With the recent development of generative models, Text-to-3D generations have also seen significant growth. Nonetheless, achieving precise control over 3D generation continues to be an arduous task, as using text to control often leads to missing objects and imprecise locations. Contemporary strategies for enhancing controllability in 3D generation often entail the introduction of additional parameters, such as customized diffusion models. This often induces hardness in adapting to different diffusion models or creating distinct objects. In this paper, we present LucidDreaming as an effective pipeline capable of fine-grained control over 3D generation. It requires only minimal input of 3D bounding boxes, which can be deduced from a simple text prompt using a Large Language Model. Specifically, we propose clipped ray sampling to separately render and optimize objects with user specifications. We also introduce object-centric density blob bias, fostering the separation of generated objects. With individual rendering and optimizing of objects, our method excels not only in controlled content generation from scratch but also within the pre-trained NeRF scenes. In such scenarios, existing generative approaches often disrupt the integrity of the original scene, and current editing methods struggle to synthesize new content in empty spaces. We show that our method exhibits remarkable adaptability across a spectrum of mainstream Score Distillation Sampling-based 3D generation frameworks, and achieves superior alignment of 3D content when compared to baseline approaches. We also provide a dataset of prompts with 3D bounding boxes, benchmarking 3D spatial controllability.
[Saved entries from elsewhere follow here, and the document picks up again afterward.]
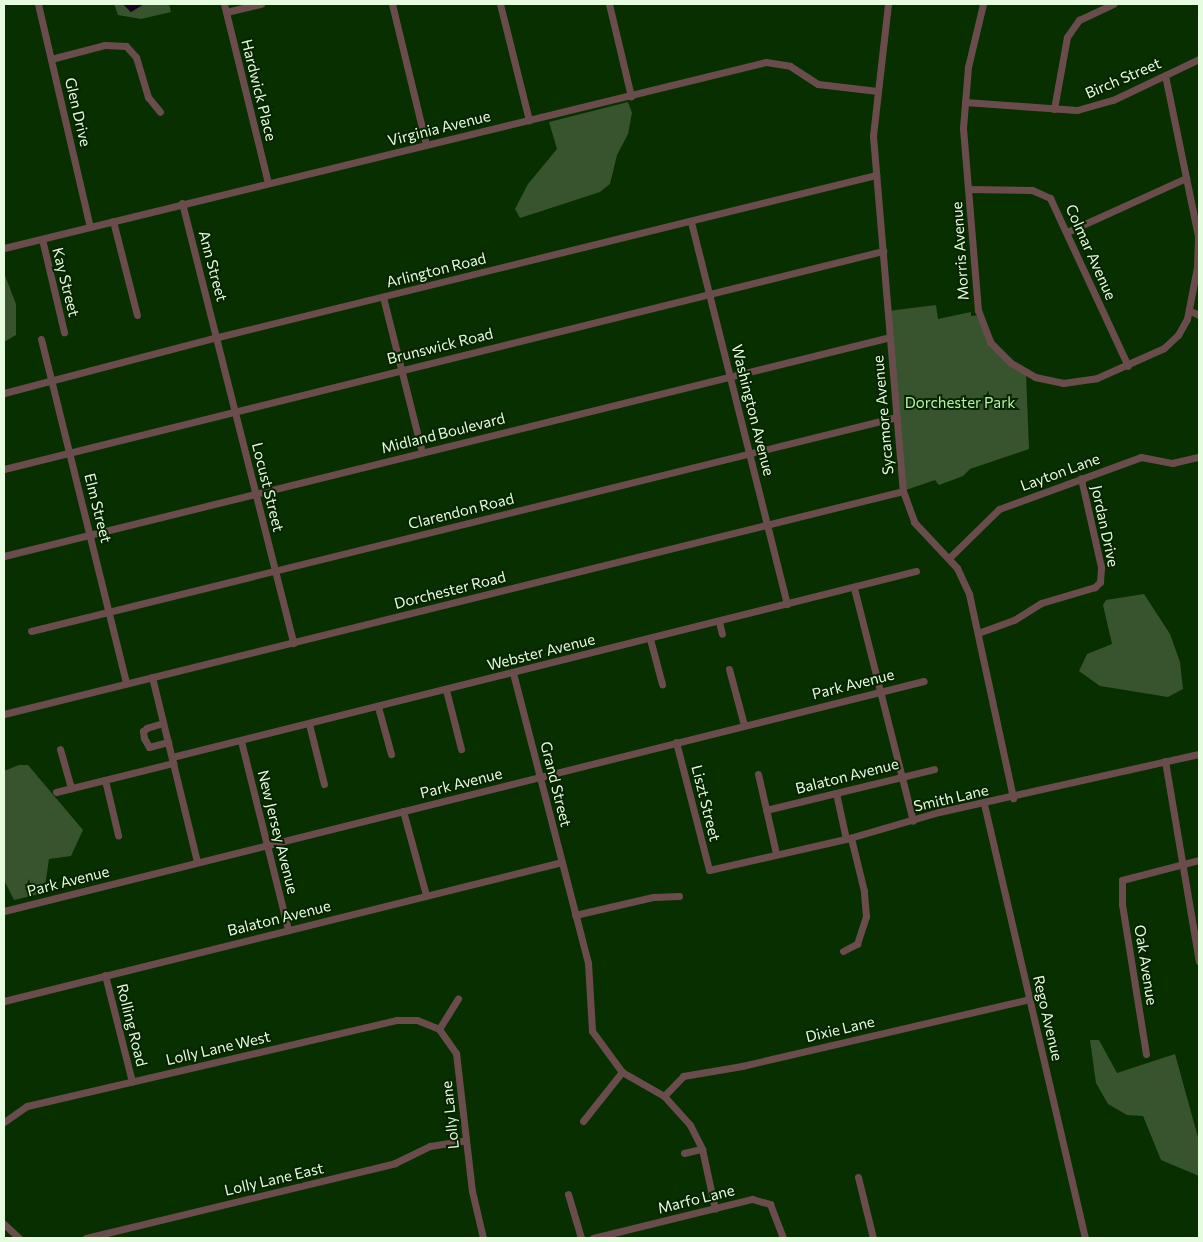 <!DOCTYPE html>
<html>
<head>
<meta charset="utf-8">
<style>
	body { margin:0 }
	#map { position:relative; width:1203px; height:1242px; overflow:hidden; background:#082f00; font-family:Commissioner,sans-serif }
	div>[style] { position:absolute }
	.green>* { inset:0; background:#37542e }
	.water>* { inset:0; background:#1b0023 }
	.street>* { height:7px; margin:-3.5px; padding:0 3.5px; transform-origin:3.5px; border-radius:3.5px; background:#6a4c4c }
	span { translate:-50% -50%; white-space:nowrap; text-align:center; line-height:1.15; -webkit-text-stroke:4px #072400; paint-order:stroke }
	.street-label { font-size:15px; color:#e5fcdf }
	.park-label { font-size:15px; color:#b6f2a5 }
	.frame { position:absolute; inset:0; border:5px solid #e5fcdf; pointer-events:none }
</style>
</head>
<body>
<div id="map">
	<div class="green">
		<i style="clip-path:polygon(114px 4px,123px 4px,131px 12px,144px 4px,169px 4px,171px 12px,141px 19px,118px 15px)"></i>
		<i style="clip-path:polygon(628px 102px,632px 113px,628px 134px,617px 155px,610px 184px,600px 192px,520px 218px,515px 209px,528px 184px,557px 149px,549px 122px)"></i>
		<i style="clip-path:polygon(4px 273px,16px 304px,16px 335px,4px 342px)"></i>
		<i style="clip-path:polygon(936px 305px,938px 319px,971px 312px,971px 316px,979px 315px,986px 334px,1026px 373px,1029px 449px,970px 469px,963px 476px,939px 485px,935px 480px,903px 491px,888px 311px)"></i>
		<i style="clip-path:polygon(1144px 594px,1170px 634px,1180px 662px,1183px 689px,1168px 697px,1100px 686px,1079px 671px,1087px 654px,1112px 644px,1103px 605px,1106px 600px)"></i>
		<i style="clip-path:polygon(19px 765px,28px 765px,83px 830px,71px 856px,49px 859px,44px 893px,14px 900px,4px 880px,4px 771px)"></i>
		<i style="clip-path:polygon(1090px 1040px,1099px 1040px,1117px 1073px,1175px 1054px,1199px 1141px,1199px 1176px,1161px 1160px,1143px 1116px,1127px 1115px,1108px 1104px,1096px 1083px)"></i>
	</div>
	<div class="water">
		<i style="clip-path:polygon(123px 4px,144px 4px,131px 12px)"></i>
	</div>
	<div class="street">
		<i style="left:38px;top:4px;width:229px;rotate:76.9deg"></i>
		<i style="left:224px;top:4px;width:184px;rotate:76.2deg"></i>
		<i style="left:392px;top:4px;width:145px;rotate:76.4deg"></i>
		<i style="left:500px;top:4px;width:120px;rotate:76deg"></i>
		<i style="left:609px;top:4px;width:95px;rotate:76.6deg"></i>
		<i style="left:888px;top:4px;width:133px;rotate:96.5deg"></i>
		<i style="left:873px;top:136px;width:356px;rotate:85.2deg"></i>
		<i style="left:903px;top:491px;width:33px;rotate:70deg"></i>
		<i style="left:914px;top:522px;width:63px;rotate:46.9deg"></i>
		<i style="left:957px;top:568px;width:29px;rotate:65deg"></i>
		<i style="left:969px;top:594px;width:209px;rotate:77.8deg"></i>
		<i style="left:983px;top:4px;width:65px;rotate:103.4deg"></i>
		<i style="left:968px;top:67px;width:61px;rotate:94.7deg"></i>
		<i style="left:963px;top:128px;width:183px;rotate:85.3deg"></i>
		<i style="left:978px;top:310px;width:34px;rotate:69deg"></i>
		<i style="left:990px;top:342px;width:30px;rotate:45deg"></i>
		<i style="left:1011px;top:363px;width:28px;rotate:30deg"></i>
		<i style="left:1035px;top:377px;width:29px;rotate:12deg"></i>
		<i style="left:1063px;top:383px;width:34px;rotate:-8deg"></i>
		<i style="left:1097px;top:378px;width:73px;rotate:-24.1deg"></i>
		<i style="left:1164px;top:348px;width:19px;rotate:-43deg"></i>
		<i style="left:1178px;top:335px;width:18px;rotate:-61deg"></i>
		<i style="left:1187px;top:319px;width:53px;rotate:-79.1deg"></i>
		<i style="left:1197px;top:267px;width:31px;rotate:-88deg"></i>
		<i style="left:1198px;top:236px;width:164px;rotate:-101.6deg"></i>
		<i style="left:226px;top:12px;width:36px;rotate:-13deg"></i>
		<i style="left:51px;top:59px;width:56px;rotate:-14.5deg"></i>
		<i style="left:105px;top:45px;width:21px;rotate:3deg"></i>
		<i style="left:126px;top:46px;width:15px;rotate:48deg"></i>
		<i style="left:136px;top:57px;width:42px;rotate:73.3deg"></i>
		<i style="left:148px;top:97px;width:19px;rotate:51deg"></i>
		<i style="left:965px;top:102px;width:112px;rotate:4.1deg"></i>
		<i style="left:1077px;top:110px;width:37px;rotate:-16deg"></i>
		<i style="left:1113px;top:100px;width:95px;rotate:-25.5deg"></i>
		<i style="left:1054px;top:109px;width:73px;rotate:-79.8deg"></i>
		<i style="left:1067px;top:37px;width:21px;rotate:-55deg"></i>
		<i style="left:1079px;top:20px;width:38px;rotate:-25deg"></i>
		<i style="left:969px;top:189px;width:63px;rotate:0.9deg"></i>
		<i style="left:1032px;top:190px;width:20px;rotate:24deg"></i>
		<i style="left:1050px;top:198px;width:185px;rotate:65.1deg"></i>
		<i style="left:182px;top:203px;width:454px;rotate:75.8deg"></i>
		<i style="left:113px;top:221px;width:97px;rotate:75.7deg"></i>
		<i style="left:691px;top:222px;width:394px;rotate:75.9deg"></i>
		<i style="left:1067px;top:232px;width:131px;rotate:-24.4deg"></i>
		<i style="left:42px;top:239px;width:96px;rotate:76.7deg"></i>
		<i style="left:4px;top:248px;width:784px;rotate:-13.72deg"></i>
		<i style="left:766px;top:62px;width:24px;rotate:9deg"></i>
		<i style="left:790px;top:66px;width:33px;rotate:33deg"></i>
		<i style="left:818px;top:84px;width:60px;rotate:6.7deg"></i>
		<i style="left:383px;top:297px;width:160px;rotate:75.9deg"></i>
		<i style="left:1190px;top:311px;width:10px;rotate:24deg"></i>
		<i style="left:41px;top:339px;width:354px;rotate:76.1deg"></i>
		<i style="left:4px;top:393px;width:221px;rotate:-14.7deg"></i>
		<i style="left:218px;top:337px;width:678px;rotate:-13.83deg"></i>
		<i style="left:4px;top:469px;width:906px;rotate:-13.93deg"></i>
		<i style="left:4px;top:556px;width:913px;rotate:-13.88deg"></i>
		<i style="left:949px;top:558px;width:70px;rotate:-44.4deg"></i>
		<i style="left:999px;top:509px;width:151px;rotate:-20.1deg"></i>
		<i style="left:1141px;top:457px;width:32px;rotate:11deg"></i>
		<i style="left:1172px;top:463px;width:28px;rotate:-13deg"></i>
		<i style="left:854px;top:588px;width:240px;rotate:75.8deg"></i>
		<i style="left:719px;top:622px;width:12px;rotate:76deg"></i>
		<i style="left:31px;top:631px;width:892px;rotate:-13.88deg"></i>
		<i style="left:978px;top:633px;width:38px;rotate:-20deg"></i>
		<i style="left:1014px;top:620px;width:32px;rotate:-32deg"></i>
		<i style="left:1041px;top:603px;width:56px;rotate:-16.5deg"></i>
		<i style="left:1095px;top:587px;width:7px;rotate:-45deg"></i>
		<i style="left:1100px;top:582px;width:15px;rotate:-86deg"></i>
		<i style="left:1101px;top:567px;width:91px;rotate:-102.7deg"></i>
		<i style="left:650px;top:639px;width:47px;rotate:75.1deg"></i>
		<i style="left:729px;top:669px;width:58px;rotate:75deg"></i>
		<i style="left:513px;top:673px;width:300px;rotate:75.5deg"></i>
		<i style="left:588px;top:963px;width:68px;rotate:86.6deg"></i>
		<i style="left:592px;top:1031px;width:51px;rotate:53.8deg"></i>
		<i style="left:622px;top:1072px;width:48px;rotate:29.7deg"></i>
		<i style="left:664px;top:1096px;width:39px;rotate:48deg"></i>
		<i style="left:690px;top:1125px;width:27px;rotate:63deg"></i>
		<i style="left:702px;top:1149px;width:61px;rotate:77.8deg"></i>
		<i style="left:152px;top:677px;width:190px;rotate:76.3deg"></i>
		<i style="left:446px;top:690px;width:61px;rotate:75.7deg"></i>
		<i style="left:378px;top:707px;width:49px;rotate:74.5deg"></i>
		<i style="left:4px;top:714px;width:926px;rotate:-13.93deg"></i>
		<i style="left:163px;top:723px;width:17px;rotate:163deg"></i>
		<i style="left:147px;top:728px;width:5px;rotate:143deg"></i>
		<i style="left:143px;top:731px;width:7px;rotate:82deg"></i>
		<i style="left:144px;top:738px;width:10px;rotate:61deg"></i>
		<i style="left:149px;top:747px;width:20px;rotate:-15deg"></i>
		<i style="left:309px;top:724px;width:62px;rotate:76deg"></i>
		<i style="left:241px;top:741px;width:195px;rotate:76deg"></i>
		<i style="left:676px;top:742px;width:132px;rotate:75.5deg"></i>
		<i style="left:709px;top:870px;width:140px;rotate:-12.8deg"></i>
		<i style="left:846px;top:839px;width:97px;rotate:-16.2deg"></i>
		<i style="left:939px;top:812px;width:266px;rotate:-12.6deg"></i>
		<i style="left:60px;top:749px;width:41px;rotate:74.2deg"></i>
		<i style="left:172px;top:757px;width:767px;rotate:-14.04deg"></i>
		<i style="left:1165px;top:761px;width:203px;rotate:80.4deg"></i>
		<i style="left:758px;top:774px;width:81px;rotate:77.2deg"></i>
		<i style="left:105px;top:780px;width:57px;rotate:76.7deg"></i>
		<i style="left:56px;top:792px;width:121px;rotate:-13.9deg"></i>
		<i style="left:836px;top:793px;width:47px;rotate:77.7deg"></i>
		<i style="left:984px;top:804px;width:446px;rotate:76.9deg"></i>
		<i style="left:766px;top:810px;width:173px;rotate:-13.7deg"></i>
		<i style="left:403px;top:811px;width:87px;rotate:74.7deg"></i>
		<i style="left:4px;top:911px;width:948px;rotate:-14.04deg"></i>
		<i style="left:575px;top:915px;width:80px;rotate:-13deg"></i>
		<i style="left:653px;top:897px;width:26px;rotate:-2deg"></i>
		<i style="left:843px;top:951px;width:16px;rotate:-27deg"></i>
		<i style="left:857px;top:944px;width:29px;rotate:-72deg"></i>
		<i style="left:866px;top:916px;width:25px;rotate:-95deg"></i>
		<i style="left:864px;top:891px;width:55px;rotate:-103.8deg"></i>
		<i style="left:105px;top:975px;width:110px;rotate:75.8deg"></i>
		<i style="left:4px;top:1001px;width:575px;rotate:-13.99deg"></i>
		<i style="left:439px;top:1029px;width:36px;rotate:-58deg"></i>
		<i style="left:1146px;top:1054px;width:152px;rotate:-99.1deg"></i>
		<i style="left:1122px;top:904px;width:24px;rotate:-90deg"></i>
		<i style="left:1122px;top:880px;width:80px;rotate:-14.6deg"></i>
		<i style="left:664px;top:1096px;width:28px;rotate:-46deg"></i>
		<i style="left:683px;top:1076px;width:60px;rotate:-9.6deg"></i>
		<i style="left:742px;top:1066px;width:295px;rotate:-13.1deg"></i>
		<i style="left:583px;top:1121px;width:63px;rotate:-51.5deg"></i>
		<i style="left:4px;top:1122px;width:28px;rotate:-35deg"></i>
		<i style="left:27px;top:1106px;width:379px;rotate:-13.1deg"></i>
		<i style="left:396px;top:1020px;width:21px"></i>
		<i style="left:417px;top:1020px;width:24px;rotate:22deg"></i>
		<i style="left:439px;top:1029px;width:29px;rotate:55deg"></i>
		<i style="left:456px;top:1053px;width:139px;rotate:83.4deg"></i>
		<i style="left:472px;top:1191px;width:48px;rotate:76.8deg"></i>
		<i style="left:684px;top:1153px;width:18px;rotate:-13deg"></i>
		<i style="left:858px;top:1177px;width:63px;rotate:76.2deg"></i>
		<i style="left:568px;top:1194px;width:46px;rotate:73.5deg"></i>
		<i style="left:4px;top:1224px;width:21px;rotate:43deg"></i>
		<i style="left:86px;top:1238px;width:318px;rotate:-13.6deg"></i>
		<i style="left:395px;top:1163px;width:39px;rotate:-26deg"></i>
		<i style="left:430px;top:1146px;width:36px;rotate:-9deg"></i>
		<i style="left:593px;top:1238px;width:164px;rotate:-13.8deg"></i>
		<i style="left:752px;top:1199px;width:19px;rotate:16deg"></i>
		<i style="left:770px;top:1204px;width:36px;rotate:69deg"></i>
	</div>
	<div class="street-label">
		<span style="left:1123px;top:78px;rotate:-23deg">Birch Street</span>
		<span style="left:259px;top:90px;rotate:76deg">Hardwick Place</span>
		<span style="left:78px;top:112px;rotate:77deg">Glen Drive</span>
		<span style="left:439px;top:128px;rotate:-14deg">Virginia Avenue</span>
		<span style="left:960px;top:251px;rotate:-94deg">Morris Avenue</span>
		<span style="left:1091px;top:252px;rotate:66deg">Colmar Avenue</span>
		<span style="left:213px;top:266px;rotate:75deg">Ann Street</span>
		<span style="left:436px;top:270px;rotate:-14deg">Arlington Road</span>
		<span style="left:66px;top:282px;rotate:76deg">Kay Street</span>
		<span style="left:440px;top:346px;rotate:-14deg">Brunswick Road</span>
		<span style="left:753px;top:410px;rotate:76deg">Washington Avenue</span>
		<span style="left:883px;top:415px;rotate:-95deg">Sycamore Avenue</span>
		<span style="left:443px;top:433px;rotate:-14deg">Midland Boulevard</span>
		<span style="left:1060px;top:472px;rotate:-20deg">Layton Lane</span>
		<span style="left:268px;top:487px;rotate:76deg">Locust Street</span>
		<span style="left:98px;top:508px;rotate:76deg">Elm Street</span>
		<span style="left:461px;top:511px;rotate:-14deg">Clarendon Road</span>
		<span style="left:1105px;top:526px;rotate:78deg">Jordan Drive</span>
		<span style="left:450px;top:590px;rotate:-14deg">Dorchester Road</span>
		<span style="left:541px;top:652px;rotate:-14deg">Webster Avenue</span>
		<span style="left:853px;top:684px;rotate:-14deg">Park Avenue</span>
		<span style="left:847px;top:776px;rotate:-14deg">Balaton Avenue</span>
		<span style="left:461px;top:783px;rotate:-14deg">Park Avenue</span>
		<span style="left:556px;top:784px;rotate:76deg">Grand Street</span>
		<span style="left:951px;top:798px;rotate:-13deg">Smith Lane</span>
		<span style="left:706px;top:803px;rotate:76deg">Liszt Street</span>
		<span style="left:278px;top:832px;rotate:76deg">New Jersey Avenue</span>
		<span style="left:68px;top:881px;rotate:-14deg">Park Avenue</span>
		<span style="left:279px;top:918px;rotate:-14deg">Balaton Avenue</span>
		<span style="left:1146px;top:965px;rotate:81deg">Oak Avenue</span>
		<span style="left:1048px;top:1018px;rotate:77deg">Rego Avenue</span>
		<span style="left:132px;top:1025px;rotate:76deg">Rolling Road</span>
		<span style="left:840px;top:1029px;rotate:-13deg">Dixie Lane</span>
		<span style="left:218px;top:1048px;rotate:-13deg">Lolly Lane West</span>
		<span style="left:450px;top:1115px;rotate:-96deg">Lolly Lane</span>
		<span style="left:274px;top:1179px;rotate:-13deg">Lolly Lane East</span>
		<span style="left:696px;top:1199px;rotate:-14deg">Marfo Lane</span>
	</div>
	<div class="park-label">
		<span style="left:960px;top:403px">Dorchester Park</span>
	</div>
	<div class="frame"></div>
</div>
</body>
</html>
翻译：随着生成模型的近期发展，文本到3D的生成也取得了显著进展。然而，实现对3D生成过程的精准控制仍是一项艰巨任务，因为单纯依赖文本控制常导致对象缺失和位置不精确。当前增强3D生成可控性的策略通常需要引入额外参数，例如定制化扩散模型，这往往增加了适应不同扩散模型或创建不同对象的难度。本文提出的LucidDreaming作为一种高效流水线，能够实现对3D生成的细粒度控制。该方法仅需少量3D边界框输入，这些边界框可通过大语言模型从简单文本提示中推导得出。具体而言，我们提出了裁剪射线采样技术，用于根据用户规格分别渲染和优化对象。同时引入以对象为中心的密度团块偏置，促进生成对象之间的分离。通过对象的独立渲染与优化，我们的方法不仅擅长从零开始生成受控内容，还能在预训练的NeRF场景中发挥作用。在现有生成式方法常破坏原始场景完整性、当前编辑方法难以在空白区域合成新内容的情况下，我们展示了该方法在一系列主流的基于分数蒸馏采样的3D生成框架中的卓越适应性，并与基线方法相比实现了更优的3D内容对齐。我们还提供了一个包含3D边界框的提示数据集，用于评估3D空间可控性。